The memory 310 may be a hardware component configured to store data related to operations performed by the base station 300. The I/O device 315 may be a hardware component or ports that enable a user to interact with the base station 300. The transceiver 320 may be a hardware component configured to exchange data with the UE 110 and any other UEs in the network arrangement 100.


The transceiver 320 may operate on a variety of different frequencies or channels (e.g., set of consecutive frequencies). Therefore, the transceiver 320 may include one or more components to enable the data exchange with the various networks and UEs.

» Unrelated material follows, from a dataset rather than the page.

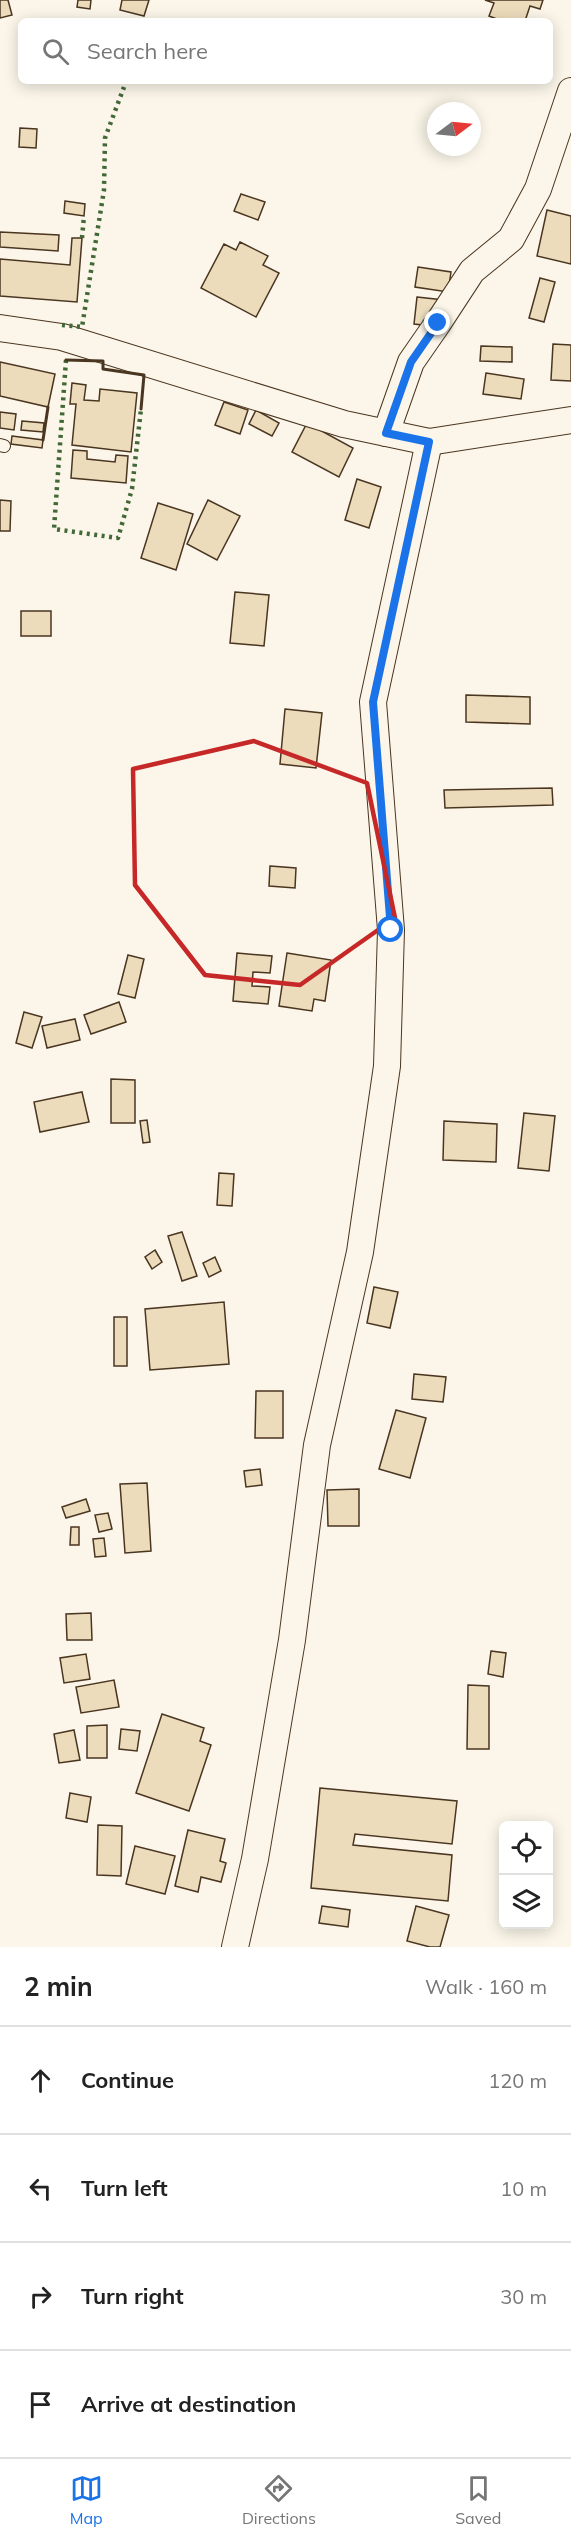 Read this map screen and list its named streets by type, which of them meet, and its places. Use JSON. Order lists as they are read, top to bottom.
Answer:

The transceiver 320 includes circuitry configured to transmit and/or receive signals (e.g., control signals, data signals). Such signals may be encoded with information implementing any one of the methods described herein. The processor 305 may be operably coupled to the transceiver 320 and configured to receive from and/or transmit signals to the transceiver 320. The processor 305 may be configured to encode and/or decode signals (e.g., signaling from a UE) for implementing any one of the methods described herein.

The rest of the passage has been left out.